These same three kinds of change may also be observed in the spiritual life, whether of the individual or of a wider community. We are subject to unexpected ‘ups and downs’ of an apparently sporadic nature; we experience more definite changes both of declension and renewal; and we progress towards a goal, namely, eternal life.
The three kinds of changes just mentioned are not necessarily independent and unrelated. If we knew more about the ‘sporadic’ changes we might discern a larger pattern in them. And if we looked more carefully at the cyclical changes, we might see a general progression towards the long-term goal.
The purpose of the present work is to focus on the cyclical changes to which the Christian church is subject. For it is a frequently observed fact, that the spiritual health of a district, or a country, or even of the world, tends to follow a cyclical pattern, with periods of declension alternating with times of revival. As it is with individual believers, so it is also with the collective Church: in both there occur ‘seasons of growth and decay, of progress and declension, each bearing a resemblance to the course of nature with its spring and winter, seedtime and harvest.’ (Buchanan, The Holy Spirit, 231.)

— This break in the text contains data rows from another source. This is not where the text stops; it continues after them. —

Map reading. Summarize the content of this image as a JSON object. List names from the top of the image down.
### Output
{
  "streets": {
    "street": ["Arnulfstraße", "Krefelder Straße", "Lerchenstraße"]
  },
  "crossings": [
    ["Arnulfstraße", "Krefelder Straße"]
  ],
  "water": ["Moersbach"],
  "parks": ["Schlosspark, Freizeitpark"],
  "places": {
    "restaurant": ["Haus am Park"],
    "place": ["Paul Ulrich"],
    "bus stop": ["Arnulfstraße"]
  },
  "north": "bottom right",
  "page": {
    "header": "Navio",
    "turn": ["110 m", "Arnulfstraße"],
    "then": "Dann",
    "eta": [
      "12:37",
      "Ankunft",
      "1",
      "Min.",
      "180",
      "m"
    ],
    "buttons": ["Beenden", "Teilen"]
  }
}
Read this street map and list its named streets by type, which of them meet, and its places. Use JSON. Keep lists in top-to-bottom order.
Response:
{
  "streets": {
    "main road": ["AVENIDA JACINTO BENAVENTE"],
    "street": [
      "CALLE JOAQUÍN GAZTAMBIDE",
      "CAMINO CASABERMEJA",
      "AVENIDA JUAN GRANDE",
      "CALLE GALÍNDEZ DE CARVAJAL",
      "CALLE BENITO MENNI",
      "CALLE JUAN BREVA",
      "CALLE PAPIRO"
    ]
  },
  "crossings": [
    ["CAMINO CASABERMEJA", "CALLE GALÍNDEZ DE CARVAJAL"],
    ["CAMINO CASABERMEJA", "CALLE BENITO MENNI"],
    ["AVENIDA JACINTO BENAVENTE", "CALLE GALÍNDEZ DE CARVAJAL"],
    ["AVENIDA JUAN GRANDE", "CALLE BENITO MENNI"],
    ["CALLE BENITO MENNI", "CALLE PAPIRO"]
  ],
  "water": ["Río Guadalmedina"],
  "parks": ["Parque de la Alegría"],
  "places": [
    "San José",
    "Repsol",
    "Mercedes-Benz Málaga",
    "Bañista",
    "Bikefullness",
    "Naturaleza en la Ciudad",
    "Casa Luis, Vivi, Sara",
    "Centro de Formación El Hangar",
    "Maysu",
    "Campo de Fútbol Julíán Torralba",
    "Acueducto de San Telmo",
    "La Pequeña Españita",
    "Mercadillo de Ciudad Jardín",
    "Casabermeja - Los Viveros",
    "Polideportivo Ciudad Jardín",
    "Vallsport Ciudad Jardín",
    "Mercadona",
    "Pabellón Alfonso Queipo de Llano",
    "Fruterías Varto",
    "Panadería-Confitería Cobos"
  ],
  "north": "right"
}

This alternating pattern is certainly evident in Scripture. Much of the history of God’s people in the Old Testament is a record of the waxing and waning of true faith. According to Richard Lovelace, author of a pioneering work on the theology of spiritual renewal, ‘under the Old Covenant the cyclical pattern of apostasy and spiritual renewal is one of the most obvious characteristics of the people of God. The faith of the masses and their leaders perpetually waxed and waned, while the vitality of the godly remnant ran through biblical history like a burning fuse, periodically igniting the surrounding mass in brief periods of reformation.’ (Dynamics of spiritual life, 61.)
A typical example of this pattern of decline and renewal can be found in The Book of Judges. Time and again the appearance of a new generation leads to a decline in spirituality. This in turn ushers in a period of national affliction, which is succeeded by widespread repentance, agonised prayer, the raising up of new leadership and, finally, to spiritual revival. Five periods of revival can be identified in the Book of Judges. The circumstances are the same on each occasion: the people forsake the Lord and serve the gods of other nations. They then come into bondage to those foreign nations. Then, after years of oppression and servitude they repent and cry out to God. Each time he hears them and delivers them. (Baker, The revivals of the Bible, 18.)

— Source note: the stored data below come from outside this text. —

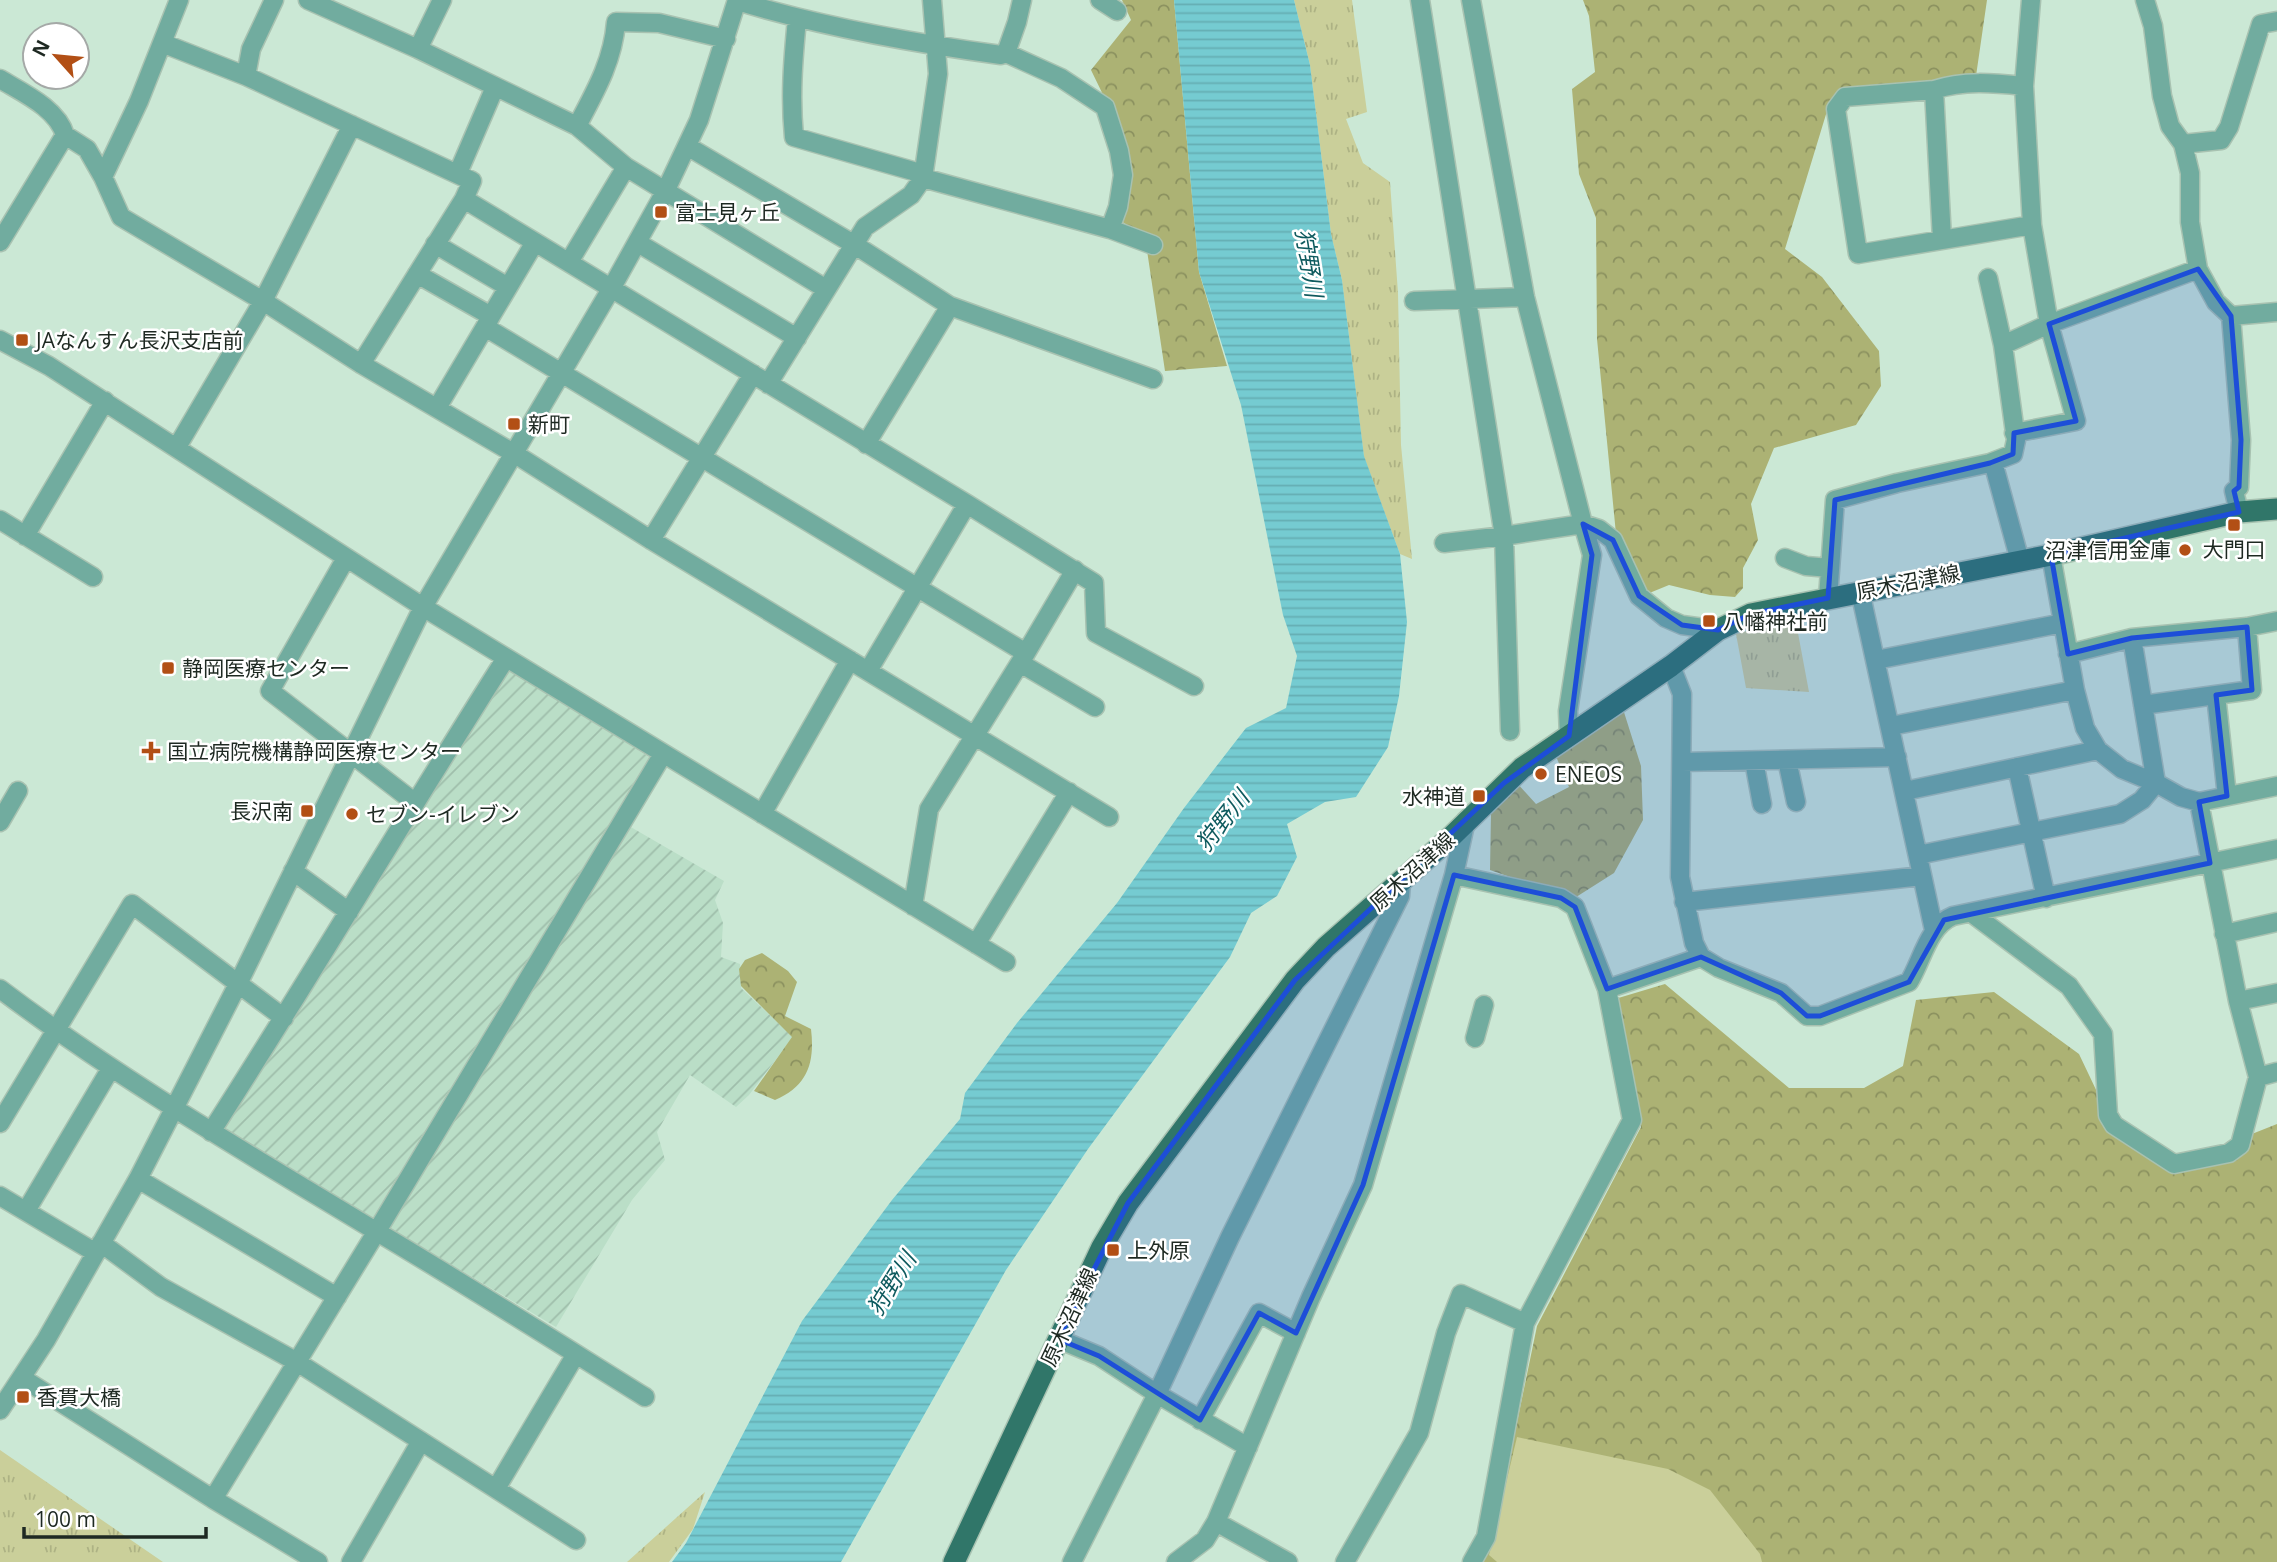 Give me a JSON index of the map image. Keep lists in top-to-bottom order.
{
  "streets": {
    "main road": ["原木沼津線"]
  },
  "water": ["狩野川"],
  "places": {
    "transit": [
      "富士見ヶ丘",
      "JAなんすん長沢支店前",
      "新町",
      "大門口",
      "八幡神社前",
      "静岡医療センター",
      "水神道",
      "長沢南",
      "上外原",
      "香貫大橋"
    ],
    "other": ["沼津信用金庫", "ENEOS", "セブン-イレブン"],
    "health": ["国立病院機構静岡医療センター"]
  },
  "scale_bar": "100 m",
  "north": "top left"
}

In subsequent Old Testament history, a similar pattern may be discerned, with long periods of apostasy relieved by revivals under such men as Samuel, Asa, Elijah, Hezekiah, Josiah, Ezra, and Nehemiah.

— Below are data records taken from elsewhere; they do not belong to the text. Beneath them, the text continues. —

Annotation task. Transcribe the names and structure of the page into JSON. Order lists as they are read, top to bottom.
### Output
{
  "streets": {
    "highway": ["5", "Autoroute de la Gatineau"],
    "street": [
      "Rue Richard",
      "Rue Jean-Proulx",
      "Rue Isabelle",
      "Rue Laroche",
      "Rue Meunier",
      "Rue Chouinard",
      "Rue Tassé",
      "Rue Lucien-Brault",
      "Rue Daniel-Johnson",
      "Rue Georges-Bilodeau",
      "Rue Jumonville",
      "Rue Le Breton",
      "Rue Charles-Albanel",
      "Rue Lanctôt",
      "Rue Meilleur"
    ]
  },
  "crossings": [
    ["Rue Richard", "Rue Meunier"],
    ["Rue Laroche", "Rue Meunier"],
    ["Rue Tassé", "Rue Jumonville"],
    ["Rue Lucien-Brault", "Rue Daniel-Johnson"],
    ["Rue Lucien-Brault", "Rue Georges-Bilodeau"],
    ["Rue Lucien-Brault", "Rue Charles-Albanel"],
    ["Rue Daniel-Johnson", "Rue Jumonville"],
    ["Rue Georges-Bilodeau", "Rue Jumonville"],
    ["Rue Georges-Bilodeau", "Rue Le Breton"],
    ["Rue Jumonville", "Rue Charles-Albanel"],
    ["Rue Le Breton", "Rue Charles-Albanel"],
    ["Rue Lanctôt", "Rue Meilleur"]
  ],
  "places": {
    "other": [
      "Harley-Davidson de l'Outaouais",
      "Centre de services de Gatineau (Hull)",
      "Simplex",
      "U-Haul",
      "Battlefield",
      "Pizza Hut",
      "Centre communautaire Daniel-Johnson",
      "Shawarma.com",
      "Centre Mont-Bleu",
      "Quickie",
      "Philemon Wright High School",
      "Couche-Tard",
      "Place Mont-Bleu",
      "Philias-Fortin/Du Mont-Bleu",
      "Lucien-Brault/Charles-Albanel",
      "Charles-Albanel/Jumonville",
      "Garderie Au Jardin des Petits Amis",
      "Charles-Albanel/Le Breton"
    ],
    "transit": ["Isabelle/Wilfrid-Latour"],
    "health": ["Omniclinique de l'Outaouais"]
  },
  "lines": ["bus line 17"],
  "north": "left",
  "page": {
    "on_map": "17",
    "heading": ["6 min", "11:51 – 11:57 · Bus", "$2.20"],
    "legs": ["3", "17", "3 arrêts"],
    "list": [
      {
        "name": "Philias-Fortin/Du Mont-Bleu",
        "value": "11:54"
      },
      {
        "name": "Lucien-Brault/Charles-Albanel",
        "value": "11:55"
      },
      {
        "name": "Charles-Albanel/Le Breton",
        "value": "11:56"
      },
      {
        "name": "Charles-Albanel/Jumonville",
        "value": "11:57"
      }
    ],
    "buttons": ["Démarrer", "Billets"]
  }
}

A similar cyclical pattern can be detected in the New Testament, although not so obviously, perhaps because of the relatively short time-span covered. Still, we may note the Pentecostal outpouring itself as a glorious example of a revival (although it was also more than a revival, being part and parcel of the redemptive activity of the Saviour). Then, after the first flush of Pentecostal grace and power we observe that the spiritual vitality of the church and the effectiveness of its outreach were assisted by corresponding impulses from the Holy Spirit. Spiritual awakenings occurred in Samaria, Caesarea, Antioch, and Europe (Acts 8; 10f; 16;). Then again, the later pages of the New Testament bear sad witness to spiritual declension in Ephesus, Laodicea, Sardis, Philippi and Corinth.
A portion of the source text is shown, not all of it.